Problem details
Leaving the pictures aside, reproduce the data in full and word for word.

Supplied material
= = = = =
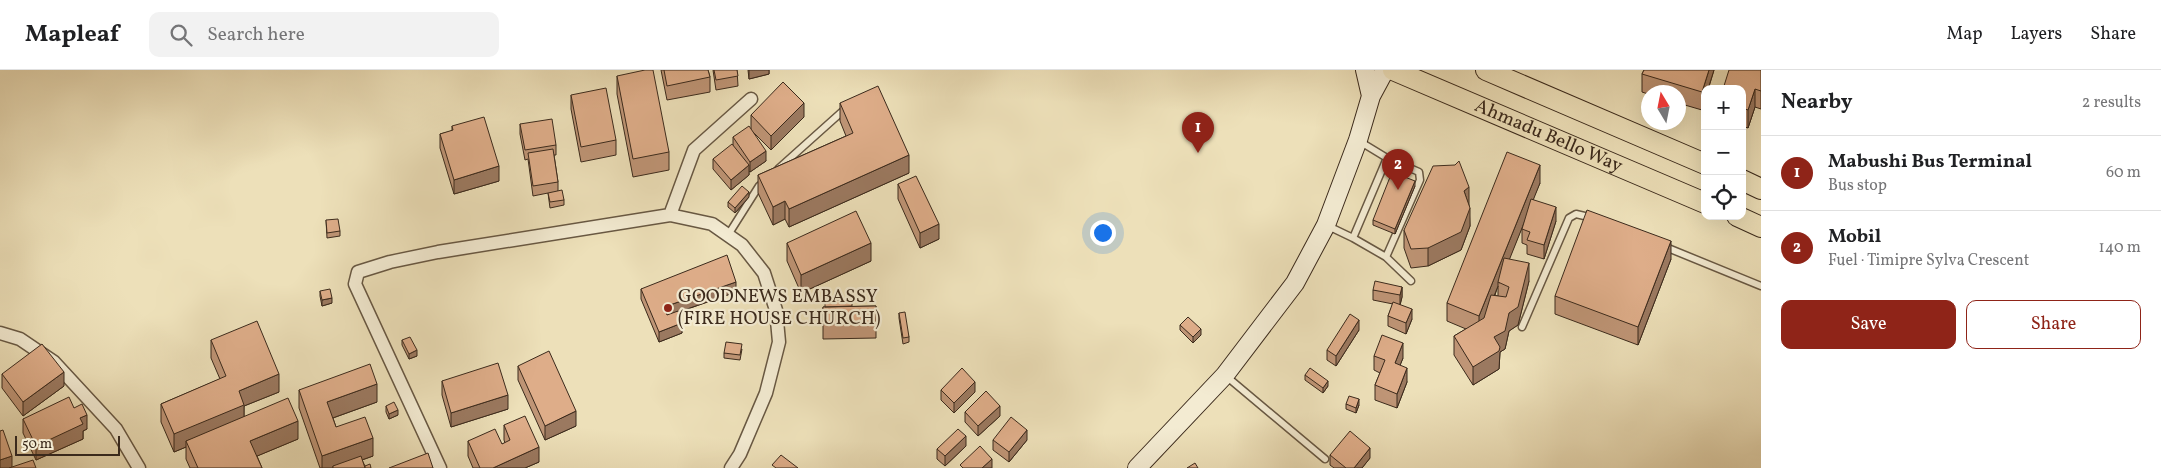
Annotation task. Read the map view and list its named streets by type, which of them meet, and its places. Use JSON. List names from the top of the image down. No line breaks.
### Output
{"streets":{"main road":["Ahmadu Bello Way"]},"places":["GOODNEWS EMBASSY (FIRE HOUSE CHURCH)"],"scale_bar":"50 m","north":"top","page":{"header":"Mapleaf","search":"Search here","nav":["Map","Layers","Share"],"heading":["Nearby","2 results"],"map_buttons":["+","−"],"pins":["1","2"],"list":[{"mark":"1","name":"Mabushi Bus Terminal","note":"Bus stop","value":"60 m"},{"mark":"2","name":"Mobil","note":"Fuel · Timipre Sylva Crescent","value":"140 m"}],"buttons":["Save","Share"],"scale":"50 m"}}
= = = = =
Answer below
Annotation task. Read the map view and list its named streets by type, which of them meet, and its places. Use JSON. List names from the top of the image down. No line breaks.
### Output
{"streets":{"main road":["Ahmadu Bello Way"]},"places":["GOODNEWS EMBASSY (FIRE HOUSE CHURCH)"],"scale_bar":"50 m","north":"top","page":{"header":"Mapleaf","search":"Search here","nav":["Map","Layers","Share"],"heading":["Nearby","2 results"],"map_buttons":["+","−"],"pins":["1","2"],"list":[{"mark":"1","name":"Mabushi Bus Terminal","note":"Bus stop","value":"60 m"},{"mark":"2","name":"Mobil","note":"Fuel · Timipre Sylva Crescent","value":"140 m"}],"buttons":["Save","Share"],"scale":"50 m"}}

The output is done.